As negotiators from around the world try to hammer out a new agreement on international food aid, they face a perplexing situation - global food production is set to rise sharply this year, but so is the number of starving people.
The dichotomy is at the root of a growing debate about international food aid and how it should be structured. And it has prompted the United Nations' Food and Agriculture Organization (FAO) to issue a call for developed countries to put more emphasis on agricultural development and less on providing food assistance during emergencies.
"It is increasingly recognized that tackling an emergency by solely covering immediate humanitarian needs will not provide a sustainable solution," the FAO said in a recent report. "Interventions should instead have a longer-term horizon and address the underlying reasons for food insecurity."
According to the FAO, nearly 80 per cent of total food assistance from developed countries is channelled to emergency relief measures. That compares to 20 per cent in 1990. By contrast, the amount of foreign aid devoted to agriculture projects fell to 6 per cent in 2008 from about 13 per cent in the 1990s, according to the Organization for Economic Co-operation and Development.
Officials from several countries, including Canada, are meeting in London to negotiate a new Food Aid Convention. The 44-year old convention has not been substantially altered since 2002 and instead has been extended repeatedly. That could happen again, but officials at the UN and elsewhere are hoping for fundamental changes.
"It's an important treaty, but it's badly out of date and needs to be updated," said Jim Cornelius, executive director of the Canadian Foodgrains Bank, an umbrella group based in Winnipeg that works on food projects around the world.

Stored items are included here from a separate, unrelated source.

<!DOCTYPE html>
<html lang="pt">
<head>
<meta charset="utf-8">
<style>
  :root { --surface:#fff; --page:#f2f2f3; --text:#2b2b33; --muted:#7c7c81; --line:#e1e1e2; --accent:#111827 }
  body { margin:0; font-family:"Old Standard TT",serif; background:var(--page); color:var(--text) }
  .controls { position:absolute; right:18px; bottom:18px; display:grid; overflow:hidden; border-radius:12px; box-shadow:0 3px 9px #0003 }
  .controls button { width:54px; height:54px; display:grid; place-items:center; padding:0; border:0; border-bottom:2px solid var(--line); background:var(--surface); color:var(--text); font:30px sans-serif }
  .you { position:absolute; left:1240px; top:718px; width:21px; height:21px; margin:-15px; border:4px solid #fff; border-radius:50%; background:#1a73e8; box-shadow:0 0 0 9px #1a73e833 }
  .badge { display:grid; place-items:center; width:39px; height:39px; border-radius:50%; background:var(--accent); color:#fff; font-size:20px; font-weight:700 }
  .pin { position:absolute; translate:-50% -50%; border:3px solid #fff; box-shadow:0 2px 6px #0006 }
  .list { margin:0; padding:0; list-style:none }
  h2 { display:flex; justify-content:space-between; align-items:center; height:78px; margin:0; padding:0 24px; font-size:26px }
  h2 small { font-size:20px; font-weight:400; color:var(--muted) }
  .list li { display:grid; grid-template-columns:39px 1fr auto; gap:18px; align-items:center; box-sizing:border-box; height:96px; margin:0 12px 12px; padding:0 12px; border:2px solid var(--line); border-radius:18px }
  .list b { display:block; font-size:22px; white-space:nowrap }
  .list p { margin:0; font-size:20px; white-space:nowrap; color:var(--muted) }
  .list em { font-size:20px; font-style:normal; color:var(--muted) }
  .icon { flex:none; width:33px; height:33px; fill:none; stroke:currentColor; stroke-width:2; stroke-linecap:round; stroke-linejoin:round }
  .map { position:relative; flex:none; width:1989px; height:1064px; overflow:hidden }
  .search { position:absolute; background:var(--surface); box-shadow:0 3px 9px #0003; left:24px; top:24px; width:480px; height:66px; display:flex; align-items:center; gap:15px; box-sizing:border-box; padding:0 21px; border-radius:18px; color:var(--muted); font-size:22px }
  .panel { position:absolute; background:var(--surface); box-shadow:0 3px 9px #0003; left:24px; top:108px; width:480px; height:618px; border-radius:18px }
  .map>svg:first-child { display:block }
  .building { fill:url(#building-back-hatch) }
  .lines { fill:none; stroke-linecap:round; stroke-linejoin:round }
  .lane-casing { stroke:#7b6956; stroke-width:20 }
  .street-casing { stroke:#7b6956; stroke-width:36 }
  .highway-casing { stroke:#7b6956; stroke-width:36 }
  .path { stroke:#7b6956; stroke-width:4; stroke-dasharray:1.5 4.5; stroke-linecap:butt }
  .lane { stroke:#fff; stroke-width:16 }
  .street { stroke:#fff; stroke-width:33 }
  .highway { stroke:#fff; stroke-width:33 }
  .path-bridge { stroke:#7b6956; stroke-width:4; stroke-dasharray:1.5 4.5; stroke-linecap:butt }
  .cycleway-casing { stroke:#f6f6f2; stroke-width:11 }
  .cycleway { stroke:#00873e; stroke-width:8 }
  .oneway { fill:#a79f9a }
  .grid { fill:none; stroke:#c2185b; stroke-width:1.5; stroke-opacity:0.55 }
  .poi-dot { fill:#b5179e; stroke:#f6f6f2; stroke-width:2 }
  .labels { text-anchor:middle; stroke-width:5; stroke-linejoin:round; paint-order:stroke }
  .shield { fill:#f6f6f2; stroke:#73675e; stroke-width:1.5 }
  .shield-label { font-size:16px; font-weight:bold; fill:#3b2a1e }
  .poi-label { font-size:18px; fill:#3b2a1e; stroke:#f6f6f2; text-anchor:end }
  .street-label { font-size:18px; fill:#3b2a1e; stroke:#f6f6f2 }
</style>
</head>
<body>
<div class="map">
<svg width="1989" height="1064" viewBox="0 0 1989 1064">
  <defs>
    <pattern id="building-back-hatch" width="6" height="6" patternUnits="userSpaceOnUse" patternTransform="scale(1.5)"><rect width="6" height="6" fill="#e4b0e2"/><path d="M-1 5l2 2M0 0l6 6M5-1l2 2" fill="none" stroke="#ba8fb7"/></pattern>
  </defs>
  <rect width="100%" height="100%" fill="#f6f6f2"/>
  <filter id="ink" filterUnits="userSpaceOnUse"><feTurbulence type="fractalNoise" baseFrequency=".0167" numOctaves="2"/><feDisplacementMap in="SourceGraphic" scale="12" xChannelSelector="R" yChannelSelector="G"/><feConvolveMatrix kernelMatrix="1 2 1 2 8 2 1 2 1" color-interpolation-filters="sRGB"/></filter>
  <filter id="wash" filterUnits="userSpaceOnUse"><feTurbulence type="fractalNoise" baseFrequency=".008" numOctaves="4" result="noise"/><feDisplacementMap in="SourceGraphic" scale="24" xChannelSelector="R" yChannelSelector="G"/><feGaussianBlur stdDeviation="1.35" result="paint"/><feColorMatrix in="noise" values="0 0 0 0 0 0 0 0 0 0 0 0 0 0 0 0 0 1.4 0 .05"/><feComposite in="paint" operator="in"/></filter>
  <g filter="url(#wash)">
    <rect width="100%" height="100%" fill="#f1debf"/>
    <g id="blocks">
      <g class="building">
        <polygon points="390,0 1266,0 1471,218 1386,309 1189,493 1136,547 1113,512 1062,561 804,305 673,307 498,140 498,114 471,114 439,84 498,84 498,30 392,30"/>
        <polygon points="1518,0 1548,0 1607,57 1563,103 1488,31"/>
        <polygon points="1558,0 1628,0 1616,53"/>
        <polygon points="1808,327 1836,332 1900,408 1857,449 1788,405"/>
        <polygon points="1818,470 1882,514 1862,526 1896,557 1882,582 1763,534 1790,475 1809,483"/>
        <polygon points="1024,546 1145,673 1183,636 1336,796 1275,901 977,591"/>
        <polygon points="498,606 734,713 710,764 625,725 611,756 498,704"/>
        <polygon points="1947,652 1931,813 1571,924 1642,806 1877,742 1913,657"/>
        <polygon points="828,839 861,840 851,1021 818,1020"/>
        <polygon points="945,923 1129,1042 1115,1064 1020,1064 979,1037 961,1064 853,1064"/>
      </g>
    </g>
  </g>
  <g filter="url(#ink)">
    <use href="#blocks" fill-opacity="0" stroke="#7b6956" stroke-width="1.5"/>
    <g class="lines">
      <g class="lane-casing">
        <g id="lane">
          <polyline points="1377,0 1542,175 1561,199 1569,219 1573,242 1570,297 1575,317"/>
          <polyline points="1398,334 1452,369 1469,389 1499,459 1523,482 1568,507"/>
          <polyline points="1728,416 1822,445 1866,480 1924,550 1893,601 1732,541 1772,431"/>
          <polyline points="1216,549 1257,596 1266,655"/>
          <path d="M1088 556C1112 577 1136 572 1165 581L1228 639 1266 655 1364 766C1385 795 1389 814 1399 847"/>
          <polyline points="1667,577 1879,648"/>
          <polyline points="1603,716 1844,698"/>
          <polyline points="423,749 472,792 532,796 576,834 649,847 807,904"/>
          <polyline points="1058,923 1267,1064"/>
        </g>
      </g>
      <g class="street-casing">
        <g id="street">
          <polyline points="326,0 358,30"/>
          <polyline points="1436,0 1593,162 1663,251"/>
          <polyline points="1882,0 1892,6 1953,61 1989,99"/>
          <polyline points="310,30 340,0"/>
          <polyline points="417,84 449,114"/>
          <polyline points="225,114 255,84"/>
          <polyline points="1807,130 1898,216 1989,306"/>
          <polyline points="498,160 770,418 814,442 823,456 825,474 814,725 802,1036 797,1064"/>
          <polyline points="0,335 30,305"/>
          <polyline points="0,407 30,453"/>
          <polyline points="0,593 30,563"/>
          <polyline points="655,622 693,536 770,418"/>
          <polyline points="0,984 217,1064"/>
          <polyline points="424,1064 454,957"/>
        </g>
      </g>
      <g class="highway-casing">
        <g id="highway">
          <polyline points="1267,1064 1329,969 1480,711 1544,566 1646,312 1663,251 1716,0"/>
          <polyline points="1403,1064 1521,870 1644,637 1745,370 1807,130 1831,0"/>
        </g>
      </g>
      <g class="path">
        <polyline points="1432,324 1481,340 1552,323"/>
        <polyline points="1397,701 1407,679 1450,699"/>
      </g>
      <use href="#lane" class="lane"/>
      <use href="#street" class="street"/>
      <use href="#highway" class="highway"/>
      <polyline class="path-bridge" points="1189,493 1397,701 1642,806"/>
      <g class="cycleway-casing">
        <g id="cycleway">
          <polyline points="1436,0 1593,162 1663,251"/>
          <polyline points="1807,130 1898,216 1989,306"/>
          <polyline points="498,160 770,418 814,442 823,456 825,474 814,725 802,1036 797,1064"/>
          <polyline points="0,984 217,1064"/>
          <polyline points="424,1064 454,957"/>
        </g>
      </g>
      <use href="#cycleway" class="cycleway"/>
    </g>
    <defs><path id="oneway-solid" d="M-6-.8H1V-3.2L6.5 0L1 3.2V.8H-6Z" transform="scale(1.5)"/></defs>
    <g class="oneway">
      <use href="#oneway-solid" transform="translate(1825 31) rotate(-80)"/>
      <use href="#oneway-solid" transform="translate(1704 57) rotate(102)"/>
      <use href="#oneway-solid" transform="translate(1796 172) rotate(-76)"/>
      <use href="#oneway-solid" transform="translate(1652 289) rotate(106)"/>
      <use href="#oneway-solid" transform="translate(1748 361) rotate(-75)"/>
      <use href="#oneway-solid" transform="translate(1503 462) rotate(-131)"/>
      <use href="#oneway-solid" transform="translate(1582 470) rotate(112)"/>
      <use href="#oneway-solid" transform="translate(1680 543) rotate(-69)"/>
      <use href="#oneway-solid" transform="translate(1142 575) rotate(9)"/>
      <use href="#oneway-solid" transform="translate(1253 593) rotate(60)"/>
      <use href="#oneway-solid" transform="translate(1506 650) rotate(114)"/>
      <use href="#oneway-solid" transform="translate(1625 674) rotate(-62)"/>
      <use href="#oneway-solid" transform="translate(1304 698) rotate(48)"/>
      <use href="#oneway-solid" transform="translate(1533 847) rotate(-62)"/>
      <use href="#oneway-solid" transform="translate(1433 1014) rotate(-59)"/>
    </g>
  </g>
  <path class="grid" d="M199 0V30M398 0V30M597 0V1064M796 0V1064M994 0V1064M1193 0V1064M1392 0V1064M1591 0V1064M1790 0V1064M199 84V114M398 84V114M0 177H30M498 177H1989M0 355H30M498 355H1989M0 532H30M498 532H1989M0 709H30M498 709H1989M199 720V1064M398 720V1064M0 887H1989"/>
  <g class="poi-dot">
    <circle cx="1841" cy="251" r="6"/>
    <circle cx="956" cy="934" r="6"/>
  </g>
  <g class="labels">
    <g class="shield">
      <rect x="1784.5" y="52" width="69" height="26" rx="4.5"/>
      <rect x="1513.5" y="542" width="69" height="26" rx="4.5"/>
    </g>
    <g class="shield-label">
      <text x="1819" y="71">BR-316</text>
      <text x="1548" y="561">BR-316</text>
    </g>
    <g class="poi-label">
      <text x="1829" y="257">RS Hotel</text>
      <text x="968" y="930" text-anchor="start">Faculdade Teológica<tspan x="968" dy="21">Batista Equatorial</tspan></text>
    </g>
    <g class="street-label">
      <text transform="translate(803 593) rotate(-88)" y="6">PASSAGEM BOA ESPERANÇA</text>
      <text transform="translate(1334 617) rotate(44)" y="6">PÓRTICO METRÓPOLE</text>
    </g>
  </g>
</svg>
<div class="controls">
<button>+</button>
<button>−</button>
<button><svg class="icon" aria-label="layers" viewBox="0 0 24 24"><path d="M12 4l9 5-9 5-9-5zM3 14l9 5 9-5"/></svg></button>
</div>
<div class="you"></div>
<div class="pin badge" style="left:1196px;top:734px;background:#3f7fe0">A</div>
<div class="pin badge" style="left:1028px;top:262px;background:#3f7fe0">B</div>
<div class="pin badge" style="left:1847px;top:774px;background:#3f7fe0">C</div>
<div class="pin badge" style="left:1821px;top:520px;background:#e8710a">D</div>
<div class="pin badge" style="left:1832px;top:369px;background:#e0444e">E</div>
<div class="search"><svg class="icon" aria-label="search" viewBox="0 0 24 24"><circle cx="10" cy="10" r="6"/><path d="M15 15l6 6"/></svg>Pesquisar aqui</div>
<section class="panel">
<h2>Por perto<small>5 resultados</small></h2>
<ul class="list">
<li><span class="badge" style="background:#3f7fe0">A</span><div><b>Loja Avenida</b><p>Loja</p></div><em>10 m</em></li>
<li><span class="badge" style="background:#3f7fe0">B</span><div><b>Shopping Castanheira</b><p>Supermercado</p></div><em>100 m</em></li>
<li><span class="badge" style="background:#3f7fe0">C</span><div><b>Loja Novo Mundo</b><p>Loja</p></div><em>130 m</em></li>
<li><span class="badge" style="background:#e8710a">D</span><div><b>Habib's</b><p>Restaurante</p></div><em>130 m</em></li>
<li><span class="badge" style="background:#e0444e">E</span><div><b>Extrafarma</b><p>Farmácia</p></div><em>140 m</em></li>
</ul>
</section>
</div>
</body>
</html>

For decades, changes to the convention didn't matter much. Prices for agricultural commodities like wheat, corn and rice were relatively low and stable, giving many governments more incentives to import food, or accept food donations, instead of investing in domestic agricultural production. That changed when food prices skyrocketed in 2008, prompting riots in dozens of countries. Prices fell back in 2009, but have started climbing again, and many food commodities are now close to 2008 levels.
The food crisis prompted several countries, including Canada, to respond outside the Food Aid Convention. For example, in 2009, many G20 countries pledged $22-billion (U.S.) over three years toward agricultural development. The United States has unveiled a $3.5-billion food security program called Feed the Future, and African leaders pledged to increase their annual spending on agriculture by 10 per cent. The percentage of foreign aid devoted to agriculture has also started to move back up.
There have been successes. Malawi doubled its corn production and became an exporter thanks to government programs that helped farmers buy seeds and fertilizer. Vietnam has gone from desperately needing food aid to become the world's second largest rice exporter because of improvements in irrigation and high-yield rice grains. And prices for some key foodstuffs have been falling in countries like Cambodia, Kenya and Ethiopia because of good harvests. Overall food production is expected to keep pace easily with population growth this year due largely to booming production from countries like Brazil, China and India.
Despite the progress, the UN and others point out that the number of starving people keeps rising. "Although the world now produces enough to feed its population, the number of undernourished has increased since the mid-1990s, reaching more than one billion persons in 2009," the OECD and FAO said in a joint Agricultural Outlook report last year. "Paradoxically, many of the world's food-insecure people are themselves farmers."
The problem is that people in many countries can't afford rising food prices and governments are running out of funds to keep up food subsidies. Farmers in these countries can't take advantage of rising global commodity prices because of poor infrastructure, inefficient farming methods and government subsidies.
The demands for biofuel are also diverting crops away from human consumption. While U.S. farmers are expected to grow close to record volumes of corn this year, roughly 40 per cent of the harvest will go to make ethanol. That compares to about 20 per cent in 2008. Meanwhile, U.S. politicians are trying to cut that country's food aid budget by as much as 30 per cent.
Despite the challenges, there is optimism among people like Stuart Clark, an analyst at the Foodgrains Bank who chairs a coalition of international aid agencies called the Trans-Atlantic Food Assistance Dialogue. "As agriculture strengthens, it's going to have a tremendously positive effect on reducing poverty," he said. "That's what we've been missing for the last 30 years as we've watched hunger numbers climb, because nobody wanted to invest in agriculture."